Nvidia invests $2bn in Synopsys to accelerate AI-driven engineering

Nvidia has taken a $2 billion stake in Synopsys and expanded a multi-year partnership to speed up engineering and design workflows using GPU-accelerated computing and artificial intelligence, the companies announced on Monday.

The deal, framed as non-exclusive by both sides, will integrate Nvidia’s CUDA accelerated computing, agentic and physical AI, and Omniverse digital twins with Synopsys’ software across chip design, verification and complex physics simulations.

Nvidia purchased Synopsys common stock at $414.79 per share, which Reuters reported represented a discount of about 0.8 per cent to Friday’s closing price. Synopsys shares rose nearly 5 per cent following the announcement, while Nvidia gained 1.4 per cent.

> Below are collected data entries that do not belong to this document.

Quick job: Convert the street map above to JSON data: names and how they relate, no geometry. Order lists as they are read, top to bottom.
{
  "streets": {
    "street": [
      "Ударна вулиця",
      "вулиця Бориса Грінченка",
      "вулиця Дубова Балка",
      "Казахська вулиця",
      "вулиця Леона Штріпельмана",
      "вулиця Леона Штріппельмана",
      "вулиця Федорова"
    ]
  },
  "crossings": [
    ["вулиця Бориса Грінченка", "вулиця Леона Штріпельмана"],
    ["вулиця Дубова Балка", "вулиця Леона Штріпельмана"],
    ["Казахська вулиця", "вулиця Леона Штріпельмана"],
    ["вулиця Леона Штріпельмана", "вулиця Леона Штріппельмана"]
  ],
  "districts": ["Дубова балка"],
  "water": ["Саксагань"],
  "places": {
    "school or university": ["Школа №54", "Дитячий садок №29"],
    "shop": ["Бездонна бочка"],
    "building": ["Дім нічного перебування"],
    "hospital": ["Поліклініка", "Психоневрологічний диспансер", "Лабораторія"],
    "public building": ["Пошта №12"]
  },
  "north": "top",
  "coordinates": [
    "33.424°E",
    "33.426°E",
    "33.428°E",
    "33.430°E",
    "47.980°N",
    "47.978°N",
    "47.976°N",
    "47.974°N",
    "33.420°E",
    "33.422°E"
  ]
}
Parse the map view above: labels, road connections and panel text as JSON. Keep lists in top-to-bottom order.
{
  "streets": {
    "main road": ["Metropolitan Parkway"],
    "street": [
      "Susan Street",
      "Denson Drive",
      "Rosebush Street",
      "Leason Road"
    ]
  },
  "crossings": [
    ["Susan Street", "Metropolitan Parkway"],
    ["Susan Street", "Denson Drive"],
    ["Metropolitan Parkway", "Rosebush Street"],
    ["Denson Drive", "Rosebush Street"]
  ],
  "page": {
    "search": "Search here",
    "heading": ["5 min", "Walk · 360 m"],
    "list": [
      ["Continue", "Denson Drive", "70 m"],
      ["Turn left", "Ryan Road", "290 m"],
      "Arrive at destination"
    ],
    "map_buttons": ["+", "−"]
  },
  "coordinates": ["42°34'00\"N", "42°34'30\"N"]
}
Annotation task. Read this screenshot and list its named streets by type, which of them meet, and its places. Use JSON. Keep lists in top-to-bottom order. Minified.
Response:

Jensen Huang, Nvidia’s founder and chief executive officer, said the combination targets simulation at far greater speed and scale than traditional CPU-based workflows. “CUDA GPU-accelerated computing is revolutionising design — enabling simulation at unprecedented speed and scale, from atoms to transistors, from chips to complete systems, creating fully functional digital twins inside the computer,” Huang said in a press release. “Our partnership with Synopsys harnesses the power of Nvidia accelerated computing and AI to reimagine engineering and design — empowering engineers to invent the extraordinary products that will shape our future.”

Sassine Ghazi, Synopsys’ president and chief executive officer, said the investment supports broad optimisation of Synopsys applications for Nvidia GPUs while keeping flexibility to work across the semiconductor ecosystem. “The complexity and cost of developing next-generation intelligent systems demands engineering solutions with a deeper integration of electronics and physics, accelerated by AI capabilities and compute,” Ghazi said. “No two companies are better positioned to deliver AI-powered, holistic system design solutions than Synopsys and Nvidia.”

He added during a press conference that the cash provides “optionality” and that “there is no intention or commitment to use that $2 billion to purchase Nvidia GPUs.”

The companies outlined initiatives to accelerate compute-intensive Synopsys tools using Nvidia CUDA-X libraries and AI physics, advance agentic AI engineering by integrating Synopsys AgentEngineer with the Nvidia agentic AI stack, and expand use of digital twins through Omniverse and Cosmos. They also plan cloud-ready access and joint go-to-market efforts leveraging Synopsys’ sales network and its existing agreement to embed and support Omniverse technologies in Synopsys simulation products.

Both firms stressed the partnership is not exclusive, with Ghazi noting Synopsys remains open to collaborations with other chipmakers, including AMD and Intel. Nvidia’s investment continues a year of deal-making tied to AI, with Reuters highlighting prior stakes and arrangements involving OpenAI, Anthropic and Intel.